**HOW TO COMPLETE THIS TASK**
Only the lines from the one containing "Enumerate all labels, symbols" to the end of the records should be given again, word for word and in full.

Collected data
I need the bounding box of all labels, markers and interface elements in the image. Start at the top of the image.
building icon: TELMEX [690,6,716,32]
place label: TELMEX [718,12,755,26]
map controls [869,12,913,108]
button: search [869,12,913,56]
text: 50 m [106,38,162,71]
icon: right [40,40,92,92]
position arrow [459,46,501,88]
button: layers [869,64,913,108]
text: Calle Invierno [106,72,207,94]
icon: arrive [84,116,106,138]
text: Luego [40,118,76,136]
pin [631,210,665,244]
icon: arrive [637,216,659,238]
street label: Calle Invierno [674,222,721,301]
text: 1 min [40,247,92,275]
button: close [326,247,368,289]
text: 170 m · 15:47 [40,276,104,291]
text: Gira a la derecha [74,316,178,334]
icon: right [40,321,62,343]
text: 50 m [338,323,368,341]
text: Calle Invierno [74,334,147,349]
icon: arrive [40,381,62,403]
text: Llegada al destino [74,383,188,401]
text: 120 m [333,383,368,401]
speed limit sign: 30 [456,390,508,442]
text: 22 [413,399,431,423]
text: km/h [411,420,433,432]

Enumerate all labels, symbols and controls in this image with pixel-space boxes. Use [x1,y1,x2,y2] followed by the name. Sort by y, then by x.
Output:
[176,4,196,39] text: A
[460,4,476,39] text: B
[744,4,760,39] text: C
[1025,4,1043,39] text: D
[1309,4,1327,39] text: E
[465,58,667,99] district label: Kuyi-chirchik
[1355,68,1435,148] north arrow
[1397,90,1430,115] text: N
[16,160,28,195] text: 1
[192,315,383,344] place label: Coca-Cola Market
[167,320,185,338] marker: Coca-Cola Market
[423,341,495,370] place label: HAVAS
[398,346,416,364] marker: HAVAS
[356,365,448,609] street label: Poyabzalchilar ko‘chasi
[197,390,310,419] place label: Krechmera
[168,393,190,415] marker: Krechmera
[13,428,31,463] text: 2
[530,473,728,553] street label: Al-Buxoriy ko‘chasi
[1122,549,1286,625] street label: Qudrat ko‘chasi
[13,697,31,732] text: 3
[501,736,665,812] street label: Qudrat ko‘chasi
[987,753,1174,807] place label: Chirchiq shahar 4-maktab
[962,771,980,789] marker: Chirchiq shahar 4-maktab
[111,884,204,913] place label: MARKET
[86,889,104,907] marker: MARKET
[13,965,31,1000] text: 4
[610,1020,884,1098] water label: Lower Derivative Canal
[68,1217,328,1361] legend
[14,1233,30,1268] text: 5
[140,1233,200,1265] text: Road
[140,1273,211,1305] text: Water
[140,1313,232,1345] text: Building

**RESULT OF THE TASK**
Enumerate all labels, symbols and controls in this image with pixel-space boxes. Use [x1,y1,x2,y2] followed by the name. Sort by y, then by x.
Output:
[176,4,196,39] text: A
[460,4,476,39] text: B
[744,4,760,39] text: C
[1025,4,1043,39] text: D
[1309,4,1327,39] text: E
[465,58,667,99] district label: Kuyi-chirchik
[1355,68,1435,148] north arrow
[1397,90,1430,115] text: N
[16,160,28,195] text: 1
[192,315,383,344] place label: Coca-Cola Market
[167,320,185,338] marker: Coca-Cola Market
[423,341,495,370] place label: HAVAS
[398,346,416,364] marker: HAVAS
[356,365,448,609] street label: Poyabzalchilar ko‘chasi
[197,390,310,419] place label: Krechmera
[168,393,190,415] marker: Krechmera
[13,428,31,463] text: 2
[530,473,728,553] street label: Al-Buxoriy ko‘chasi
[1122,549,1286,625] street label: Qudrat ko‘chasi
[13,697,31,732] text: 3
[501,736,665,812] street label: Qudrat ko‘chasi
[987,753,1174,807] place label: Chirchiq shahar 4-maktab
[962,771,980,789] marker: Chirchiq shahar 4-maktab
[111,884,204,913] place label: MARKET
[86,889,104,907] marker: MARKET
[13,965,31,1000] text: 4
[610,1020,884,1098] water label: Lower Derivative Canal
[68,1217,328,1361] legend
[14,1233,30,1268] text: 5
[140,1233,200,1265] text: Road
[140,1273,211,1305] text: Water
[140,1313,232,1345] text: Building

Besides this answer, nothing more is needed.